[PROVIDED RECORDS Boundary: Start]

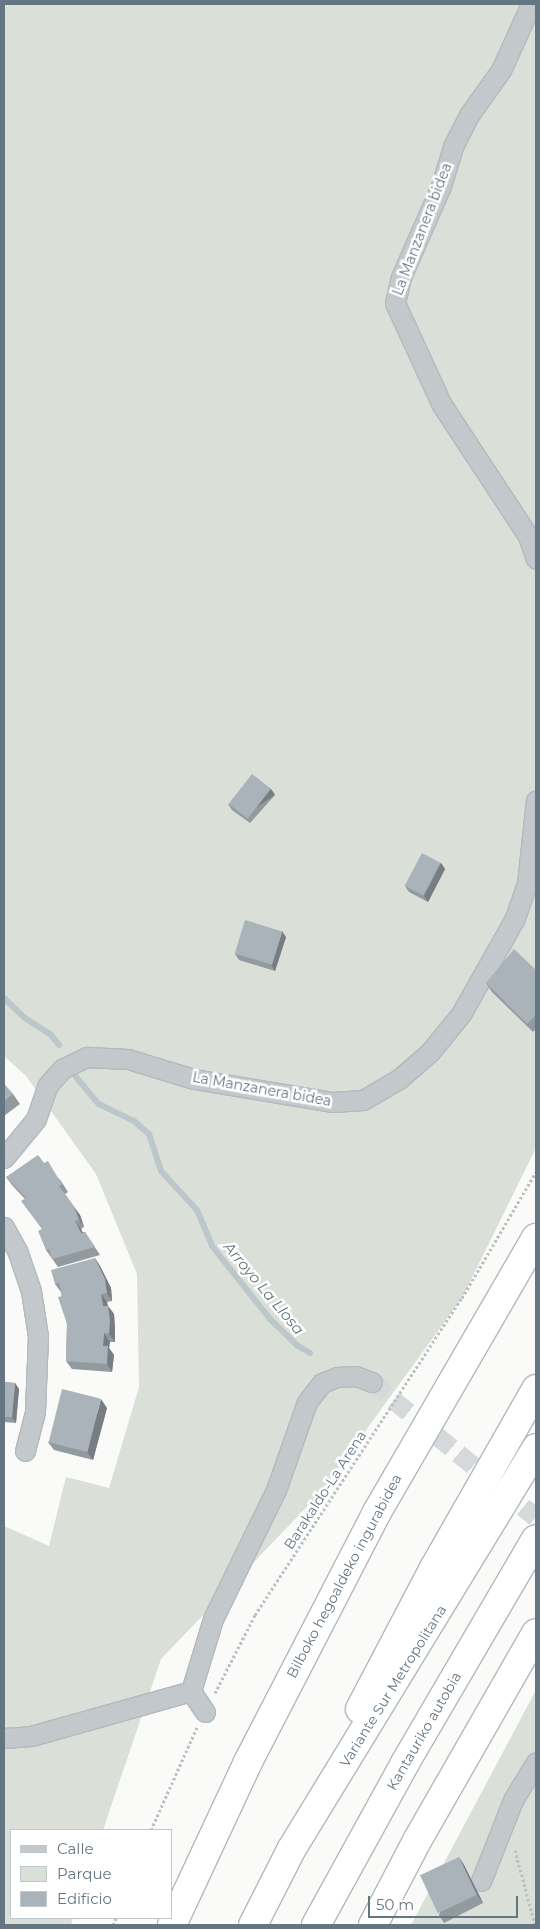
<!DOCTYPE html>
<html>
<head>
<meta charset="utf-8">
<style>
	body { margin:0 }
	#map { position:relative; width:540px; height:1929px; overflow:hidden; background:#fafaf8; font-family:Montserrat,sans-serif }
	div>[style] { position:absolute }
	.green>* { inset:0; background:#dadfd7 }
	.stream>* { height:6px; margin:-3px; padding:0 3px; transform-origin:3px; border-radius:3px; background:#bbc7cb }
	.minor-tunnel>* { height:19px; margin-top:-9.5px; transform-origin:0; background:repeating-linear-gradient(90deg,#d5d9db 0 19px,transparent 0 28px) }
	.path>* { height:3px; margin-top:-1.5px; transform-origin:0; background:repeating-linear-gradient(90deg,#bbbfc2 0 2.5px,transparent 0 5px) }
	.roads { filter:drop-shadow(1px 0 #b4b9bd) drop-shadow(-1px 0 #b4b9bd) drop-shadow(0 1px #b4b9bd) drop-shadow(0 -1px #b4b9bd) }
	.minor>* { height:19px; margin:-9.5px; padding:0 9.5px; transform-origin:9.5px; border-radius:9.5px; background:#c3c8cc }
	.motorway>* { height:28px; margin:-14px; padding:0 14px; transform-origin:14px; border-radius:14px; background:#fff }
	.wall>* { inset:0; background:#929a9f }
	.shaded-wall>* { inset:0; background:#777d82; transform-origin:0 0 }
	.building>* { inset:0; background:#aab3b9; transform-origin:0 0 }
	span { translate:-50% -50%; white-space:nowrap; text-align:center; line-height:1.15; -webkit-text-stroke:5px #fff; paint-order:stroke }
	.street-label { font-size:14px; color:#657683 }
	.water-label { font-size:15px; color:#60757c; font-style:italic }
	.frame { position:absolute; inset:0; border:5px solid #657683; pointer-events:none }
	.legend { position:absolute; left:10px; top:1829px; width:162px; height:90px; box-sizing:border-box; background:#fff; border:1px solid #c1c8cd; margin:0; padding:6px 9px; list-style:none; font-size:15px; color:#657683 }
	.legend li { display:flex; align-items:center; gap:10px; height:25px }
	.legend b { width:25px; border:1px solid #c1c8cd }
	.scale { position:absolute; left:368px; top:1896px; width:150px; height:22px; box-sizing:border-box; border:2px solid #657683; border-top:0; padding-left:6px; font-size:15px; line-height:18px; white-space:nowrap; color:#657683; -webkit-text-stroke:4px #fff; paint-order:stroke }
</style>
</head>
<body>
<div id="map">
	<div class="green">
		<div style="clip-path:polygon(4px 4px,536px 4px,536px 1148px,462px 1298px,321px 1492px,161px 1659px,103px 1830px,11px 1830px,11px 1918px,73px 1918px,71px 1925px,4px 1925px,4px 1526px,49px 1546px,66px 1477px,109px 1488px,139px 1387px,137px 1274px,96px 1174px,26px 1076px,4px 1056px)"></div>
		<div style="clip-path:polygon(536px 1690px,536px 1925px,411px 1925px)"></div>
	</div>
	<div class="stream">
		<div style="left:4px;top:998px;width:29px;rotate:44deg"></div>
		<div style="left:25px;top:1018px;width:31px;rotate:33deg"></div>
		<div style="left:51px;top:1035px;width:13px;rotate:51deg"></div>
		<div style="left:76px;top:1077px;width:35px;rotate:50deg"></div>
		<div style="left:99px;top:1104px;width:39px;rotate:26deg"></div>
		<div style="left:134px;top:1121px;width:20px;rotate:41deg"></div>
		<div style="left:149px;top:1134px;width:39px;rotate:72deg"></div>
		<div style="left:161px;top:1171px;width:53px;rotate:47.3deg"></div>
		<div style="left:197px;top:1210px;width:39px;rotate:67deg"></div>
		<div style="left:212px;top:1246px;width:93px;rotate:51.5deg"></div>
		<div style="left:270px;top:1319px;width:39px;rotate:44deg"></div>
		<div style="left:298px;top:1346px;width:14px;rotate:30deg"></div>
	</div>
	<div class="minor-tunnel">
		<div style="left:372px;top:1382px;width:212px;rotate:39.5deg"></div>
	</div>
	<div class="path">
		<div style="left:215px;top:1693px;width:88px;rotate:-62.9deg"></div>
		<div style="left:255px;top:1615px;width:379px;rotate:-56.9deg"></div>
		<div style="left:462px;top:1298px;width:146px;rotate:-59.6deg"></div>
		<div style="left:151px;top:1830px;width:113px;rotate:-65.9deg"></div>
		<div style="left:515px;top:1850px;width:78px;rotate:75.1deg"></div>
		<div style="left:113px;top:1925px;width:8px;rotate:-67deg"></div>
	</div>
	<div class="roads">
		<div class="minor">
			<div style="left:531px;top:4px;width:72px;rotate:114.4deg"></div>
			<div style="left:501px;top:70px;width:55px;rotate:125.4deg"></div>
			<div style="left:469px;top:115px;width:36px;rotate:117deg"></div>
			<div style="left:453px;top:147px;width:41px;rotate:107.1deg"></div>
			<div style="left:441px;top:186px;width:99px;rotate:113.7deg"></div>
			<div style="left:401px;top:277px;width:27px;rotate:103deg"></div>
			<div style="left:395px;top:303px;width:112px;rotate:65.3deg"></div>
			<div style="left:442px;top:405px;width:157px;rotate:56.7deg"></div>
			<div style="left:528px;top:536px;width:24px;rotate:71deg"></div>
			<div style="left:4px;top:1158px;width:50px;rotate:-50.6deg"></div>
			<div style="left:36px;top:1119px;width:36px;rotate:-71deg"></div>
			<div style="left:48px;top:1085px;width:21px;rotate:-49deg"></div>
			<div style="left:62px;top:1069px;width:28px;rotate:-26deg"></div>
			<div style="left:87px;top:1057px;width:41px;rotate:2.8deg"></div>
			<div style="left:128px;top:1059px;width:69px;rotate:16.9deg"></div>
			<div style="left:194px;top:1079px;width:141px;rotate:9.4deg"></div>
			<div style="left:333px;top:1102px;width:30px;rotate:-4deg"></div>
			<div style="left:363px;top:1100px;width:42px;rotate:-30.3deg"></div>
			<div style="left:399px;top:1079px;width:41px;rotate:-41.1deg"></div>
			<div style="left:430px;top:1052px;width:49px;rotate:-50.8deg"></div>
			<div style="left:461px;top:1014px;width:110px;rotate:-60.6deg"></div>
			<div style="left:515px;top:918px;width:36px;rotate:-71deg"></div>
			<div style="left:527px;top:884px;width:84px;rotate:-83.9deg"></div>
			<div style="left:4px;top:1227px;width:26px;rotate:61deg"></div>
			<div style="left:17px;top:1250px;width:43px;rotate:71.1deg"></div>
			<div style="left:31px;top:1291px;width:46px;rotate:81.2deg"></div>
			<div style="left:38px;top:1336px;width:76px;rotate:92.3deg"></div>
			<div style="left:35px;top:1412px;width:40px;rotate:104.4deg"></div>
			<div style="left:205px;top:1712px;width:25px;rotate:-124deg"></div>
			<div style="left:191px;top:1691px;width:75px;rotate:-73deg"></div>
			<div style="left:213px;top:1619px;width:144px;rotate:-64deg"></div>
			<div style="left:276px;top:1490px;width:93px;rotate:-70.6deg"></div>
			<div style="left:307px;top:1402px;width:24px;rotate:-52deg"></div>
			<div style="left:322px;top:1383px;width:16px;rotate:-22deg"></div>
			<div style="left:337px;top:1377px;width:19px;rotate:-3deg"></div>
			<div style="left:356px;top:1376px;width:17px;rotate:21deg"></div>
			<div style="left:4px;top:1738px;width:27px;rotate:-4deg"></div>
			<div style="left:31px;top:1736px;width:166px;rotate:-15.7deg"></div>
			<div style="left:481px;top:1881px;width:87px;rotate:-68.4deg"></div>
			<div style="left:513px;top:1800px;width:44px;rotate:-58.8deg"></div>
		</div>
		<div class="motorway">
			<div style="left:360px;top:1709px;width:159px;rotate:-62.3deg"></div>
			<div style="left:434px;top:1568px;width:206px;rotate:-60.3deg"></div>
			<div style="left:172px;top:1925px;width:180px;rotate:-65deg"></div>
			<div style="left:248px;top:1762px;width:281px;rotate:-62.7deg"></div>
			<div style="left:377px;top:1512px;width:317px;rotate:-59.9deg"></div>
			<div style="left:253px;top:1925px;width:84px;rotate:-63.1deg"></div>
			<div style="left:291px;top:1850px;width:471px;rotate:-58.6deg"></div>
			<div style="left:316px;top:1925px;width:185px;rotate:-61.2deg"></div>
			<div style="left:405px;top:1763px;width:259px;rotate:-59.7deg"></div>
			<div style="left:373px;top:1925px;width:97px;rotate:-62.4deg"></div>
			<div style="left:418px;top:1839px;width:237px;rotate:-60.2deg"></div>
		</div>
	</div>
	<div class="wall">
		<div style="clip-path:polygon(271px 789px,275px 795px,250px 823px,232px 810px,228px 804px)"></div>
		<div style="clip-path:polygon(441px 863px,445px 869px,428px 902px,409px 892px,405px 886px)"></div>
		<div style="clip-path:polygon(286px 937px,275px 971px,239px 960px,235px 954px)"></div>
		<div style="clip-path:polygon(536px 970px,536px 1029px,533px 1032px,492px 992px,486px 983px)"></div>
		<div style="clip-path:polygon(4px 1084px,13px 1094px,20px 1104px,4px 1116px)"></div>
		<div style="clip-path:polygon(44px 1163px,61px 1181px,68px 1192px,65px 1194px,80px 1215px,84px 1227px,81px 1229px,82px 1232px,85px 1232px,100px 1255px,58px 1267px,46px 1250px,42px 1229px,25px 1199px,12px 1185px,6px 1177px)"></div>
		<div style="clip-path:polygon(95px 1258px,100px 1266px,111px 1288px,112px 1301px,107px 1302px,108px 1306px,114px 1314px,115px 1329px,115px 1342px,110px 1342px,109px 1348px,114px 1355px,112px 1372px,72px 1369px,66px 1361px,67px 1324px,61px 1292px,55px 1284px)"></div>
		<div style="clip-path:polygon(4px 1382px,15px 1383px,19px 1389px,16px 1423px,4px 1422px)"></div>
		<div style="clip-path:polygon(107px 1408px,93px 1460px,54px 1450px,48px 1442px)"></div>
		<div style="clip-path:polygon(459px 1857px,464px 1865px,483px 1903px,444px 1923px,439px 1915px)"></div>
	</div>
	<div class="shaded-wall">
		<div style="left:271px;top:789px;width:7px;height:38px;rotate:56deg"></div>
		<div style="clip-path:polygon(441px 863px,445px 869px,428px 902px,424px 896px)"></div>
		<div style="clip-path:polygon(282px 931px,286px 937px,275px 971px,271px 965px)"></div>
		<div style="clip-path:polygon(74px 1207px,80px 1215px,84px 1227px,79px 1219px)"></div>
		<div style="clip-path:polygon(75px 1221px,81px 1229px,87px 1241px,81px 1233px)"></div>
		<div style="clip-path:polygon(95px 1258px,100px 1266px,111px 1288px,112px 1301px,107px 1293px)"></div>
		<div style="clip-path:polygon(101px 1294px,107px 1302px,109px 1313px,108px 1306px,114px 1314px,115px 1329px,115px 1342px,109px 1334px)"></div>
		<div style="clip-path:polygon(104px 1333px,110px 1342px,109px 1348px,114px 1355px,112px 1372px,107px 1364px,103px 1346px)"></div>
		<div style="clip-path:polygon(4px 1345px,5px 1366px,4px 1364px)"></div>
		<div style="clip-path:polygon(15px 1383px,19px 1389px,16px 1423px,12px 1417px)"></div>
		<div style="clip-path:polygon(101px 1399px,107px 1408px,93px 1460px,87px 1452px)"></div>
		<div style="clip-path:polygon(459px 1857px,464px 1865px,483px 1903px,477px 1895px)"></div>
	</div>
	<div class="building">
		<div style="left:252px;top:774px;width:24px;height:38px;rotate:38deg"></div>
		<div style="left:422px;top:853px;width:21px;height:37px;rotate:28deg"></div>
		<div style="left:245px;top:920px;width:39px;height:35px;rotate:17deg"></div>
		<div style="clip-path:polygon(514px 949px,536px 970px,536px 1015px,527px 1024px,486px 983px)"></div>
		<div style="clip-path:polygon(4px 1084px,13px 1094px,4px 1101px)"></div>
		<div style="clip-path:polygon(38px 1155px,44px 1163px,48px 1161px,55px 1173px,62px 1184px,59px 1186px,74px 1207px,79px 1219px,75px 1221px,81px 1233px,85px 1232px,95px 1247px,52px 1259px,49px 1249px,46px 1250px,38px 1231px,42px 1229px,21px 1201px,26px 1198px,6px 1177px)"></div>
		<div style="clip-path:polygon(95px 1258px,105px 1279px,107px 1293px,101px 1294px,103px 1306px,108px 1306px,110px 1321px,109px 1334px,104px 1333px,103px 1346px,108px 1346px,107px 1364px,66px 1361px,67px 1324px,58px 1297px,62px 1296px,61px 1290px,59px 1283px,55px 1284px,51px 1270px)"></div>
		<div style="clip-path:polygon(4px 1382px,15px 1383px,12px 1417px,4px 1417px)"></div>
		<div style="left:62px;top:1389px;width:40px;height:55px;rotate:14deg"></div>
		<div style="left:459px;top:1857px;width:42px;height:43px;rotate:65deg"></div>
	</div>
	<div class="street-label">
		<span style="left:422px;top:229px;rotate:-69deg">La Manzanera bidea</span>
		<span style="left:262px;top:1089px;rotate:10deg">La Manzanera bidea</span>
		<span style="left:325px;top:1490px;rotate:-57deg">Barakaldo-La Arena</span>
		<span style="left:344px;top:1576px;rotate:-62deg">Bilboko hegoaldeko ingurabidea</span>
		<span style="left:393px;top:1686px;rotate:-58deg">Variante Sur Metropolitana</span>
		<span style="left:424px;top:1731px;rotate:-60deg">Kantauriko autobia</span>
	</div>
	<div class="water-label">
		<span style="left:264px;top:1288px;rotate:50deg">Arroyo La Llosa</span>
	</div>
	<div class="frame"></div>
	<ul class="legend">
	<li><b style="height:6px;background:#c3c8cc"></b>Calle</li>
	<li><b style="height:14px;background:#dadfd7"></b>Parque</li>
	<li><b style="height:14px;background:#aab3b9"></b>Edificio</li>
	</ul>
	<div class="scale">50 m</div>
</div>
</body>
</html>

[PROVIDED RECORDS Boundary: End]

Search the entries for the word "stream". Copy each line where it appears.

	.stream>* { height:6px; margin:-3px; padding:0 3px; transform-origin:3px; border-radius:3px; background:#bbc7cb }
	<div class="stream">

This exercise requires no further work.